BajaNomad

Sobrecargo

fdt - 1-19-2007 at 07:01 AM

La sobrecargo
El tipo sentado en el bar del aeropuerto de Los Angeles, observa a una
chica
bonita con uniforme pero sin insignia sentada cerca de él y
piensa:
¡Guao! Esta nena tiene que ser azafata. Pero, ¿de qué Línea Aérea
será?
Con la esperanza de buscarle conversación, se acerca y le dice un
eslogan
en Inglés: *- Love to fly and it shows...*
La muchacha lo mira confundida, y él se dice a sí mismo:
Esta no trabaja para Delta. Un rato después, recuerda otro slogan y
le
dice: *- Something Special in the air...? *
Ella le da otra confusa mirada y el tipo, en su
mente se dice: Tampoco como que es de American Airlines.
La próxima prueba: *- I Would really love to fly your friendly
skies...*
Esta vez la chica le contesta: Bueno, pendejo.... ¿qué chingados
quieres?
El hombre sonríe y le dice:
- Ahhh....¡Aerocalifornia!*

oxxo - 1-19-2007 at 08:44 AM

Muchas gracias. :lol::lol: No hablo Espanol mui bueno, pero entiendo este en todo sin un dicionario.

Azafata

Oso - 1-20-2007 at 10:50 AM

I've always thought of Sobrecargo as the assistant to the driver on a second class chicken bus, the guy who puts bicycles, bundles, pigs, etc. on top and collects tickets.

"Azafata" as a term for stewardess has a very interesting modern history, recounted by my friend Ing. Arturo Ortega Moran. This was translated by un servidor and posted on Baja.net three years ago. I'm reprinting it here just because...



By Ing. Arturo Ortega Moran:
(Translation by Oso)

There, where words live, is a place apart called "The corner of the archaisms". This is the retirement home for thrown-away words, those which only wait to be totally forgotten in order to pass on to the cemetery of dead words. In this corner, with a long history about to end, was "azafata".

Among the Arab words that came to the Iberian Peninsula, "sáfat" was the name of a small basket in which women would place their perfumes and toiletries. With the passage of time, the word was integrated into Castilian in the form of "azafate". In 1726, the azafate was defined as " a type of small basket, plain woven of wicker strands, raised in the circumference in the form of four fingers netted within the same work.

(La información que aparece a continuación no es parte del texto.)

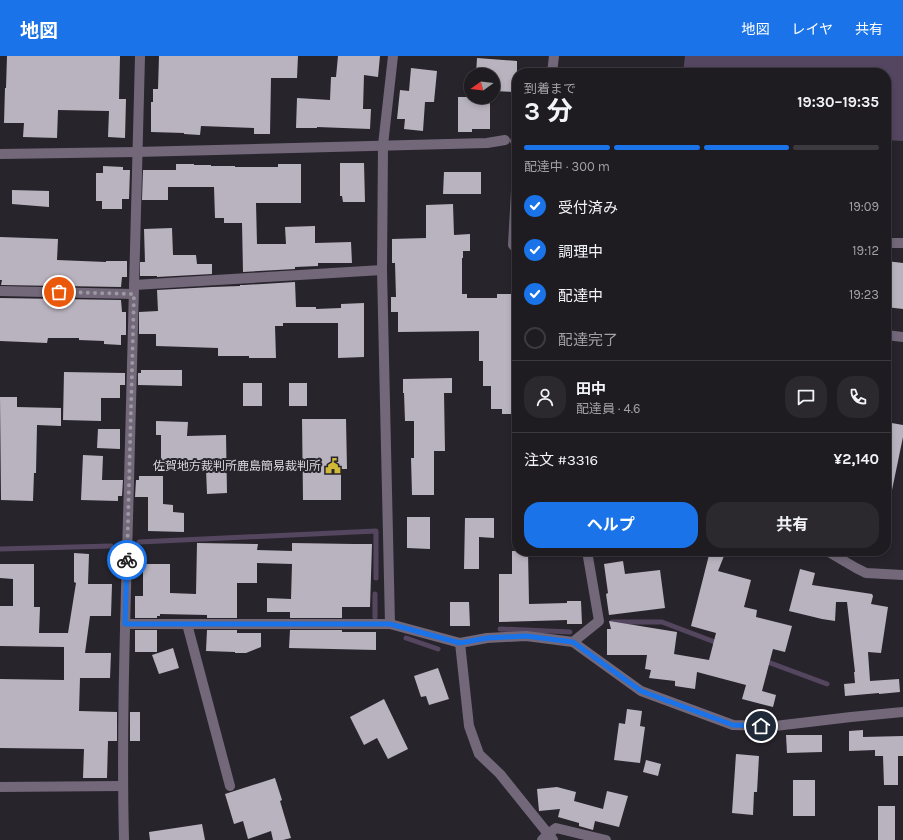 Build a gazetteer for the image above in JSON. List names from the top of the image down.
{
  "places": {
    "public building": ["佐賀地方裁判所鹿島簡易裁判所"]
  },
  "north": "left",
  "page": {
    "header": "地図",
    "nav": ["地図", "レイヤ", "共有"],
    "heading": ["3 分", "到着まで", "19:30–19:35"],
    "panel": [
      "田中",
      "配達員 · 4.6",
      "注文 #3316",
      "¥2,140"
    ],
    "bar": "配達中 · 300 m",
    "list": [
      ["受付済み", "19:09"],
      ["調理中", "19:12"],
      ["配達中", "19:23"],
      "配達完了"
    ],
    "buttons": ["ヘルプ", "共有"]
  }
} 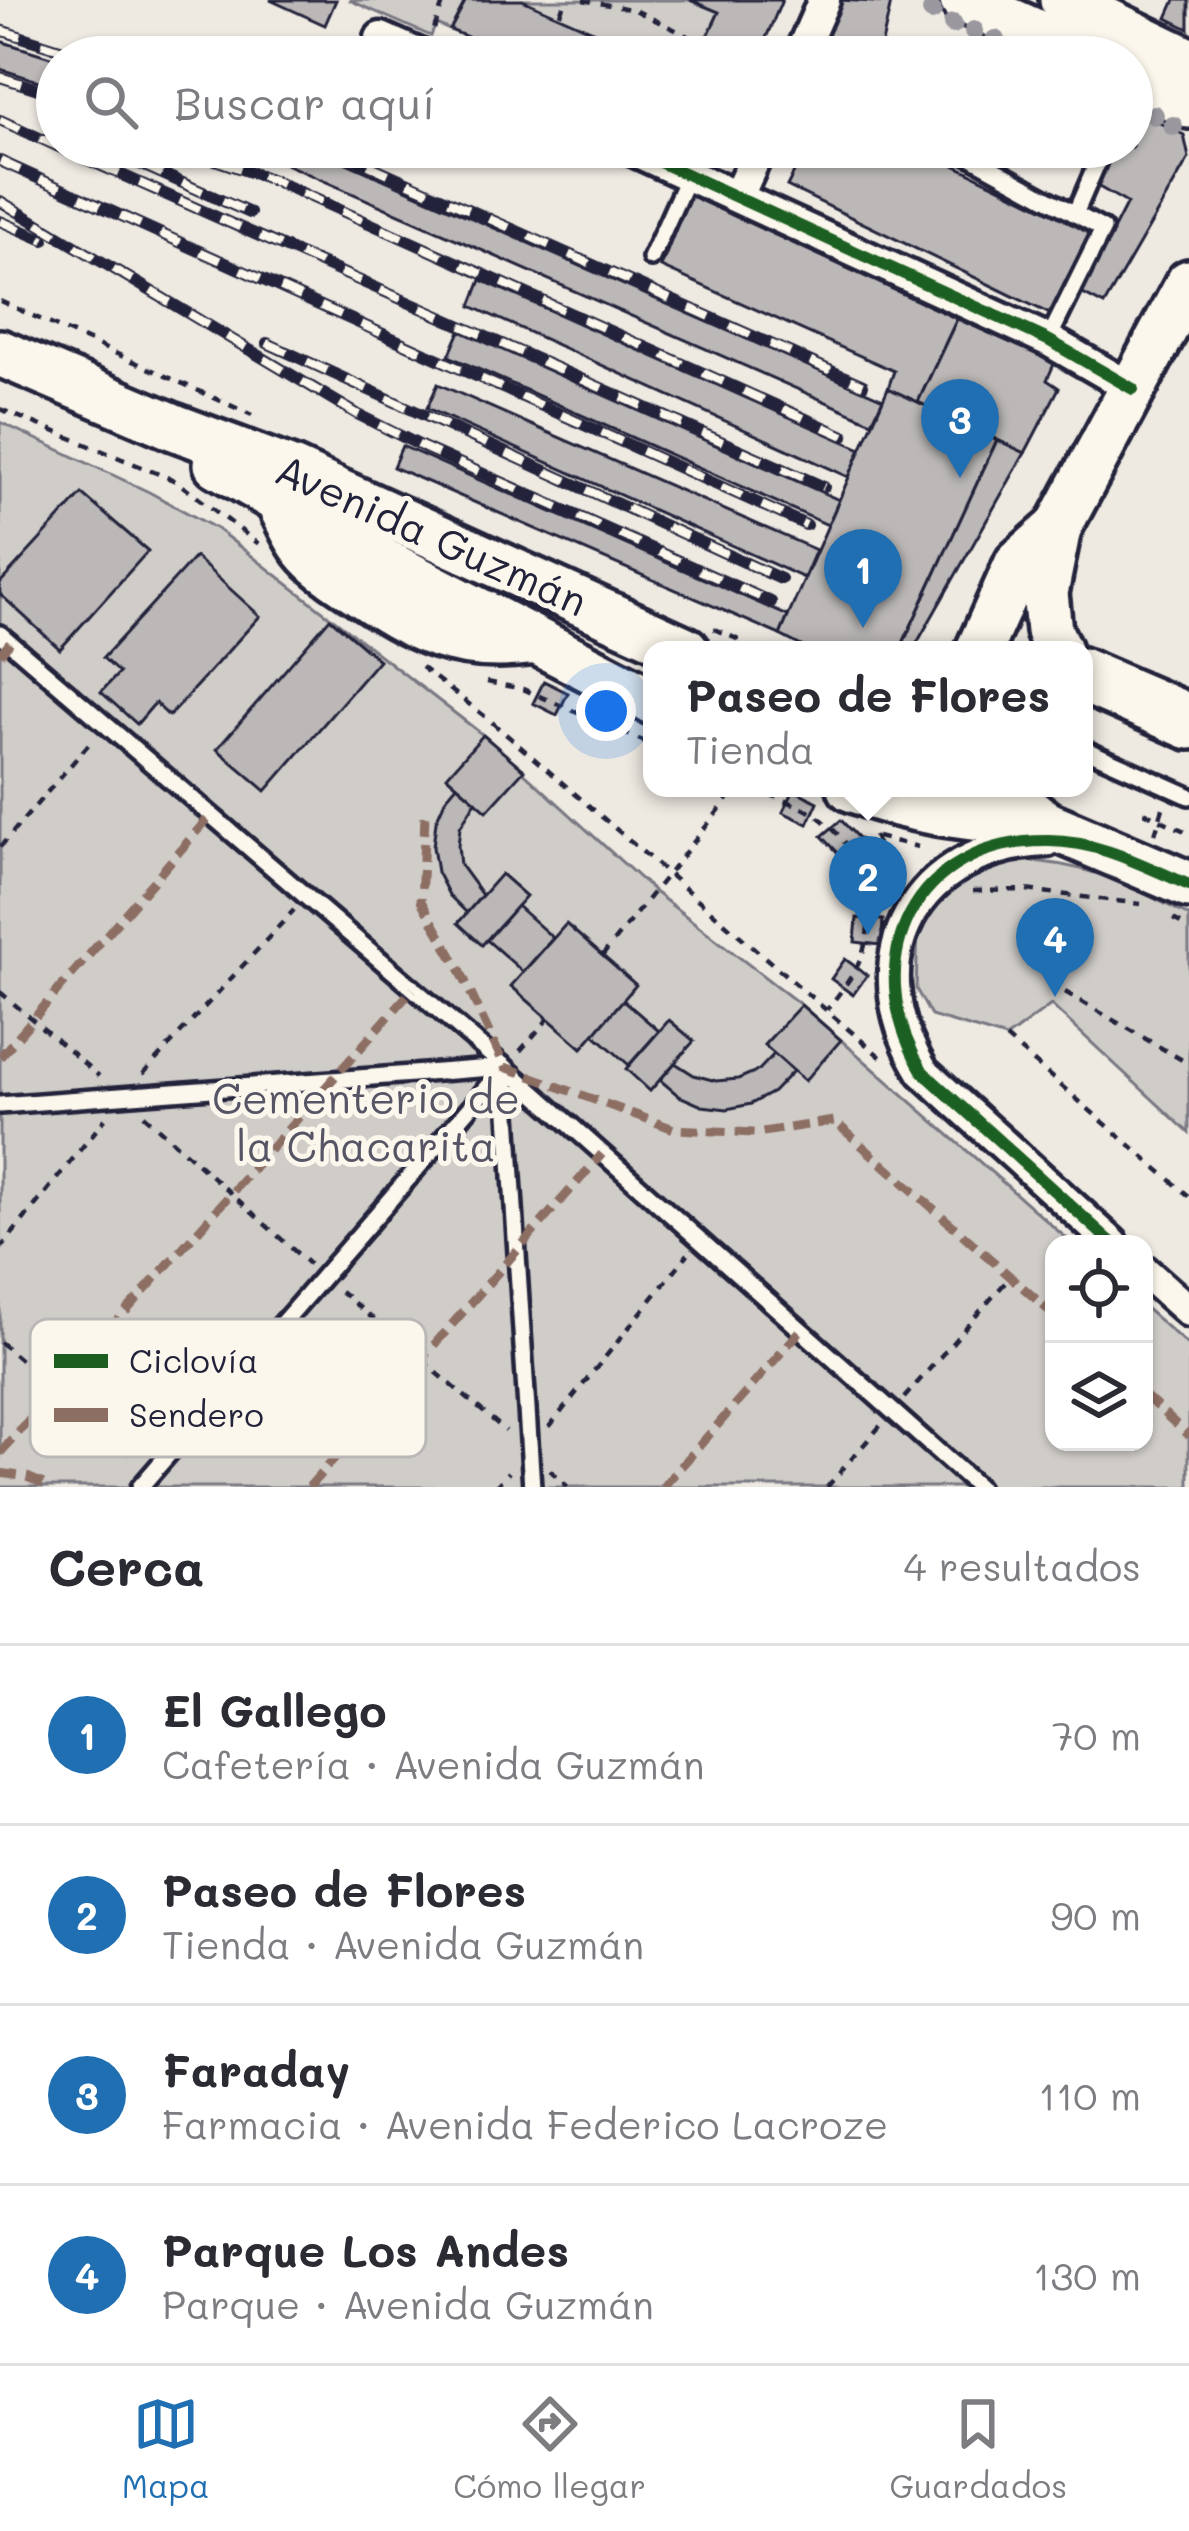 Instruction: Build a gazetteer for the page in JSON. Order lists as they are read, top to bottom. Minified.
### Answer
{"streets":{"main road":["Avenida Guzmán"]},"parks":["Cementerio de la Chacarita"],"legend":["Ciclovía","Sendero"],"page":{"search":"Buscar aquí","pins":["3","1","2","4"],"popup":["Paseo de Flores","Tienda"],"heading":["Cerca","4 resultados"],"list":[{"mark":"1","name":"El Gallego","note":"Cafetería · Avenida Guzmán","value":"70 m"},{"mark":"2","name":"Paseo de Flores","note":"Tienda · Avenida Guzmán","value":"90 m"},{"mark":"3","name":"Faraday","note":"Farmacia · Avenida Federico Lacroze","value":"110 m"},{"mark":"4","name":"Parque Los Andes","note":"Parque · Avenida Guzmán","value":"130 m"}],"nav":["Mapa","Cómo llegar","Guardados"]}}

It is also made of straw, gold, silver and varnish in the same form and manner."

To someone, long forgotten, it occurred that "azafata" would be a good name for the ladies who, in an azafate, carried the garments and jewelry of the queen. In the Diccionario de Autoridades (1726), it says: "Azafata: a post of the royal house, served by a widow of nobility, who guards and keeps in her power the jewelry and dresses of the queen, and who enters to awaken her with the head chambermaid and a lady of honor, carrying in an azafate, the dress and other things that the queen will wear, which she hands to the head chambermaid as needed. She is called azafata for the azafate that she carries and has in her hands while the queen dresses."

For centuries, queens came and queens went and azafatas remained with their azafate in hand. One fine day, it happened that the winds of democracy began to blow and, bit by bit, dispersing the royal families, in some cases making them disappear and in others, turning them into simple "decorative objects". The azafatas had to disappear and the word "azafata" soon found itself "unemployed". That is when, much to its chagrin, it had to retire to "the corner of archaisms".

The luck of "azafata" changed one day in the year 1936. César Gómez Lucía, executive of a Spanish airline, upon seeing the ladies with tray in hand, attending to the airline passengers, remembered the old story and called them "azafatas". That is how this word came back to life. Now, the future looks bright for "azafata". It has left the "corner of archaisms" and with renewed enthusiasm has enlisted in the army of active words which promptly answer the call of he who seeks to "give body" to an idea to say or write it.

Not many words can presume to know the year of their birth or the person who cradled them. Now, "azafata", with its new meaning, aside from being "resuscitated", can be proud of being one of few words with a "birth certificate", or in this case "rebirth".